(Stored data)
-- -- --

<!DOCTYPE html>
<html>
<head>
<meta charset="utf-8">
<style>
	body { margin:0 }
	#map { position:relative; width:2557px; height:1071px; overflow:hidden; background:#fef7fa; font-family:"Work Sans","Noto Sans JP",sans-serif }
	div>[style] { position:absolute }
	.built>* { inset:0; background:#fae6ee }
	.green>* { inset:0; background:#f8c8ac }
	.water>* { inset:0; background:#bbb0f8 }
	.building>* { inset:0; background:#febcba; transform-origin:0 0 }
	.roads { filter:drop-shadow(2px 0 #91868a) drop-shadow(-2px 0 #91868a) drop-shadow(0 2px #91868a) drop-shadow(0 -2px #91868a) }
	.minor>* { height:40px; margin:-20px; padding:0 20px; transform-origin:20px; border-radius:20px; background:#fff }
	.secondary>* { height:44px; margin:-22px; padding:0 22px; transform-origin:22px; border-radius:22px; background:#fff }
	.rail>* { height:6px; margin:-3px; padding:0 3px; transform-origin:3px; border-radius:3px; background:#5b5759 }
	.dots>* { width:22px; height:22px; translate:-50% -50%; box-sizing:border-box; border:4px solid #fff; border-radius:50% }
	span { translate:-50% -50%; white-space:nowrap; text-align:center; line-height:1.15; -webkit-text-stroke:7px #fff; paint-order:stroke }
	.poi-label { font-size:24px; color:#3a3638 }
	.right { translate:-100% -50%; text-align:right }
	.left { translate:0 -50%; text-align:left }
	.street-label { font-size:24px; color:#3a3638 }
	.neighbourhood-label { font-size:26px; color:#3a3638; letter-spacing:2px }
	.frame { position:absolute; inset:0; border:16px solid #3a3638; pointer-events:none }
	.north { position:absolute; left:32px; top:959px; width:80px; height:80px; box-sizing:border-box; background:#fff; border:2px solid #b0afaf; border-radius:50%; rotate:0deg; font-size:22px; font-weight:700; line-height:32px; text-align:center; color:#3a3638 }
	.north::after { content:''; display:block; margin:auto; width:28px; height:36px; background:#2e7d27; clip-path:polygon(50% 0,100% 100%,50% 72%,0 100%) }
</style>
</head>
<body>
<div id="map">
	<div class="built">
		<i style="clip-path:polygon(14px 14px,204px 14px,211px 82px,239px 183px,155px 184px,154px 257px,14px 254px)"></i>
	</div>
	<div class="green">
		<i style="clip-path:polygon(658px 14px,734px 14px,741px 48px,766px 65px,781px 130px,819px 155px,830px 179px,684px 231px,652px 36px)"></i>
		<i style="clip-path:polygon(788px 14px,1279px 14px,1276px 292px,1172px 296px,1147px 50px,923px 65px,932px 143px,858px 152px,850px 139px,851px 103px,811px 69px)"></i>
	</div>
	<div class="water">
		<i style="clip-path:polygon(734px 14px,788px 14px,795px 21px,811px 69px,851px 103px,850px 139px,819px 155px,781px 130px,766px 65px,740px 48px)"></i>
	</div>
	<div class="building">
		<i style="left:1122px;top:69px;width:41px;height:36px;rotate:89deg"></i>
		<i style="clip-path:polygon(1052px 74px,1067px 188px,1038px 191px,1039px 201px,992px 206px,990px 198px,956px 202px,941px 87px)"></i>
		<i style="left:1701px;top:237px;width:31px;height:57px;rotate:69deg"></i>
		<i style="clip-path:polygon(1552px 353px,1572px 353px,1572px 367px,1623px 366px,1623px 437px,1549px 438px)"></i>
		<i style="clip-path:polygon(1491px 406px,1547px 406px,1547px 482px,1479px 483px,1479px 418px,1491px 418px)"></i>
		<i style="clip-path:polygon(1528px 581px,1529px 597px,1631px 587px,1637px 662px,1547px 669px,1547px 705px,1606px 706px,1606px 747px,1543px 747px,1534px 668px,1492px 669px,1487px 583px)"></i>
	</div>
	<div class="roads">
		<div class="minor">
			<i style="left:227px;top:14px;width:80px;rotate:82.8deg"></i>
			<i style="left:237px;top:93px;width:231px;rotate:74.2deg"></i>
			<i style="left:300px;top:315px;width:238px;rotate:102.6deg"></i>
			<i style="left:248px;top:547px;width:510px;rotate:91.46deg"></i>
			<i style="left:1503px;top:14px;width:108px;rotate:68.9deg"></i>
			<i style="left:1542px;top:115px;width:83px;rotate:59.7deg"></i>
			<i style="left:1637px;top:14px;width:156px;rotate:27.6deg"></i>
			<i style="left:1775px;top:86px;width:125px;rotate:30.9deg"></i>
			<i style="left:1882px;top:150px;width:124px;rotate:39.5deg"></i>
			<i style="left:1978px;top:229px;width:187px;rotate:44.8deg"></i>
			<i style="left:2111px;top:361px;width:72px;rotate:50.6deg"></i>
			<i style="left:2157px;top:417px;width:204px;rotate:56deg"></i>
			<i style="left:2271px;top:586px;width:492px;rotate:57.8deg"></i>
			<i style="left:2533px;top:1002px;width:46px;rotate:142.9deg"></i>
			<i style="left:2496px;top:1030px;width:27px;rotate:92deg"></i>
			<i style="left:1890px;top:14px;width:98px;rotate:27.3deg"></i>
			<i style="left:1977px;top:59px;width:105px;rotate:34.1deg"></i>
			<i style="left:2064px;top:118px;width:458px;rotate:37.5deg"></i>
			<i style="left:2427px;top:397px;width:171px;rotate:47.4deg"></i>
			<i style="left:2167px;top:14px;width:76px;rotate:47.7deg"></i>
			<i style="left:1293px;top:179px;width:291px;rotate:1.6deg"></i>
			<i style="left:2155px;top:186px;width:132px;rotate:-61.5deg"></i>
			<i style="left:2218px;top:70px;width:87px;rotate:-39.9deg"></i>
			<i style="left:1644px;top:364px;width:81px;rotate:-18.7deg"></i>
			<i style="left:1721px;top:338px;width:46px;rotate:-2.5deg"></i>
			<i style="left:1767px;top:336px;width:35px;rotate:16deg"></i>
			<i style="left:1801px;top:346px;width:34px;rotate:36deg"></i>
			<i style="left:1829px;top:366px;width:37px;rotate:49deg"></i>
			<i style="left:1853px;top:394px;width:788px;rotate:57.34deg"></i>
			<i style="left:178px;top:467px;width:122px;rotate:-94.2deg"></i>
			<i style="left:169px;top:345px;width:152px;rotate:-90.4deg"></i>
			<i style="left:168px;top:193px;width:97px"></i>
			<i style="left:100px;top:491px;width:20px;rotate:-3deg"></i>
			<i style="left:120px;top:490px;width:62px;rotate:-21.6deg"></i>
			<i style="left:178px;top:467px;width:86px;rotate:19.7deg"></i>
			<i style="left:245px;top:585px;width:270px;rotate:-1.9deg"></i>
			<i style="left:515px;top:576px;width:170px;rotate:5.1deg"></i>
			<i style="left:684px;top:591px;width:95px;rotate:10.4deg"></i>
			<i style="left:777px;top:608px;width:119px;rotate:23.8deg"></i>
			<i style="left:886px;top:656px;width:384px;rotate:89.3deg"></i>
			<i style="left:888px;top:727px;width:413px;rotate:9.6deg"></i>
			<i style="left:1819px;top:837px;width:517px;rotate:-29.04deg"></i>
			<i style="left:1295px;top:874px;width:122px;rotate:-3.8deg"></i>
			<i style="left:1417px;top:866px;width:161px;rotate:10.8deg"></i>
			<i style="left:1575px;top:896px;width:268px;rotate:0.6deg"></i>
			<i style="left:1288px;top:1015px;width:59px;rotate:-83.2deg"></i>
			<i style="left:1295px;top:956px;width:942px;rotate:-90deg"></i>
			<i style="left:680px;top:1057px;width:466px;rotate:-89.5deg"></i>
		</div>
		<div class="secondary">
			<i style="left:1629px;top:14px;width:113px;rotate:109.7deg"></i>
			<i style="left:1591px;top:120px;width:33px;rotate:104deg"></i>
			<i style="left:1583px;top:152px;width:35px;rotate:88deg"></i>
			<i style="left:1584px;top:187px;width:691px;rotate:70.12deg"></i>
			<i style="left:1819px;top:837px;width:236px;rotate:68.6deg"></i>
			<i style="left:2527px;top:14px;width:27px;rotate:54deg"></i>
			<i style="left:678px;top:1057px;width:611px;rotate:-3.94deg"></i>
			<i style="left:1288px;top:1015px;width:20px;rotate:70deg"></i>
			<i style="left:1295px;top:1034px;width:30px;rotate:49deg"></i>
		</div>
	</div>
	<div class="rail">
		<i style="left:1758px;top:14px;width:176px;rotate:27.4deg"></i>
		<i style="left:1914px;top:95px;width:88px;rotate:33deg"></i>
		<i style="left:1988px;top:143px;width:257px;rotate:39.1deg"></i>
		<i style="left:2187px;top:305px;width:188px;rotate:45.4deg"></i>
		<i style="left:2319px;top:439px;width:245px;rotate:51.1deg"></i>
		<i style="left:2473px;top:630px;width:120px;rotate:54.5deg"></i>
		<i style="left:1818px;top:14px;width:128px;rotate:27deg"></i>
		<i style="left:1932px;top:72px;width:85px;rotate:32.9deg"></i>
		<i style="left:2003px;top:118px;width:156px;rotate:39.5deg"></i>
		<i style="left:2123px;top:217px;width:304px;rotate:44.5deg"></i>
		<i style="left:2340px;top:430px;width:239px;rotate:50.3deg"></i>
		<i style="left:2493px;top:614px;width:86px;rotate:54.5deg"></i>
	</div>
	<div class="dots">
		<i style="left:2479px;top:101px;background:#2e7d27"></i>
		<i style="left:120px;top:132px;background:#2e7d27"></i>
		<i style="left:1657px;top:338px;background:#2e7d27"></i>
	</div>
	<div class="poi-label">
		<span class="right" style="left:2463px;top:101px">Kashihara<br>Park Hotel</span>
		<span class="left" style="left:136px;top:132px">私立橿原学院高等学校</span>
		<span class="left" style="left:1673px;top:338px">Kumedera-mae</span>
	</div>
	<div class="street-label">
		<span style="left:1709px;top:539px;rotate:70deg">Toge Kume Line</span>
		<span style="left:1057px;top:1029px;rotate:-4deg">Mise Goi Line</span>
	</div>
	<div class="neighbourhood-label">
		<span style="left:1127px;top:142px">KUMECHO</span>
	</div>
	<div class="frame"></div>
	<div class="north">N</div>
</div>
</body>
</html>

-- -- --

**Task item:**
In the entries above, the lines from the one bearing "inset:0; background:#febcba; transform-origin:0" up to and including the one bearing "translate:-100% -50%; text-align:right" should be transcribed exactly; no other line is wanted.

**Result for this exercise:**
	.building>* { inset:0; background:#febcba; transform-origin:0 0 }
	.roads { filter:drop-shadow(2px 0 #91868a) drop-shadow(-2px 0 #91868a) drop-shadow(0 2px #91868a) drop-shadow(0 -2px #91868a) }
	.minor>* { height:40px; margin:-20px; padding:0 20px; transform-origin:20px; border-radius:20px; background:#fff }
	.secondary>* { height:44px; margin:-22px; padding:0 22px; transform-origin:22px; border-radius:22px; background:#fff }
	.rail>* { height:6px; margin:-3px; padding:0 3px; transform-origin:3px; border-radius:3px; background:#5b5759 }
	.dots>* { width:22px; height:22px; translate:-50% -50%; box-sizing:border-box; border:4px solid #fff; border-radius:50% }
	span { translate:-50% -50%; white-space:nowrap; text-align:center; line-height:1.15; -webkit-text-stroke:7px #fff; paint-order:stroke }
	.poi-label { font-size:24px; color:#3a3638 }
	.right { translate:-100% -50%; text-align:right }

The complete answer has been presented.